> WORK INSTRUCTIONS
Please retype the data in full, exactly as given.

> DATA
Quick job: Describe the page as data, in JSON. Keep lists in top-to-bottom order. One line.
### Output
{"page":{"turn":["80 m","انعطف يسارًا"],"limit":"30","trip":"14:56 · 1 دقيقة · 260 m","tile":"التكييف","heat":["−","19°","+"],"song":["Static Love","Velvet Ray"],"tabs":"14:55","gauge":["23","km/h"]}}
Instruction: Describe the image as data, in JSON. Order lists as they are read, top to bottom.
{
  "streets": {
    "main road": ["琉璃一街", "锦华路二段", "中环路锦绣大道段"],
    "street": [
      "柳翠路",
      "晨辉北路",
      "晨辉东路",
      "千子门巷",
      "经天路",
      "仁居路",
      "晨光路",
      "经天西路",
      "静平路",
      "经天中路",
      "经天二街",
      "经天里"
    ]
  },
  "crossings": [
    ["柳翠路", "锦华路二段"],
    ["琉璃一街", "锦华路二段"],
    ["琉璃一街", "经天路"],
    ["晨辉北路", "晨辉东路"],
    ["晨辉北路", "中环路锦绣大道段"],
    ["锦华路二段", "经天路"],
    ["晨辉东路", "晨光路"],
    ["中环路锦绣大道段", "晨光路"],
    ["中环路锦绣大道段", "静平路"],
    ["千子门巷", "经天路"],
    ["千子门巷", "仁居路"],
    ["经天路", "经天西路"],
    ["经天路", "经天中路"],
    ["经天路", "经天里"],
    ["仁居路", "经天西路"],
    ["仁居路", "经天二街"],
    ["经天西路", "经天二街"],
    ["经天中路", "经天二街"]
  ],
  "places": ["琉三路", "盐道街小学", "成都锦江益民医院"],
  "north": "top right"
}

> COMPLETED TASK
Quick job: Describe the page as data, in JSON. Keep lists in top-to-bottom order. One line.
### Output
{"page":{"turn":["80 m","انعطف يسارًا"],"limit":"30","trip":"14:56 · 1 دقيقة · 260 m","tile":"التكييف","heat":["−","19°","+"],"song":["Static Love","Velvet Ray"],"tabs":"14:55","gauge":["23","km/h"]}}
Instruction: Describe the image as data, in JSON. Order lists as they are read, top to bottom.
{
  "streets": {
    "main road": ["琉璃一街", "锦华路二段", "中环路锦绣大道段"],
    "street": [
      "柳翠路",
      "晨辉北路",
      "晨辉东路",
      "千子门巷",
      "经天路",
      "仁居路",
      "晨光路",
      "经天西路",
      "静平路",
      "经天中路",
      "经天二街",
      "经天里"
    ]
  },
  "crossings": [
    ["柳翠路", "锦华路二段"],
    ["琉璃一街", "锦华路二段"],
    ["琉璃一街", "经天路"],
    ["晨辉北路", "晨辉东路"],
    ["晨辉北路", "中环路锦绣大道段"],
    ["锦华路二段", "经天路"],
    ["晨辉东路", "晨光路"],
    ["中环路锦绣大道段", "晨光路"],
    ["中环路锦绣大道段", "静平路"],
    ["千子门巷", "经天路"],
    ["千子门巷", "仁居路"],
    ["经天路", "经天西路"],
    ["经天路", "经天中路"],
    ["经天路", "经天里"],
    ["仁居路", "经天西路"],
    ["仁居路", "经天二街"],
    ["经天西路", "经天二街"],
    ["经天中路", "经天二街"]
  ],
  "places": ["琉三路", "盐道街小学", "成都锦江益民医院"],
  "north": "top right"
}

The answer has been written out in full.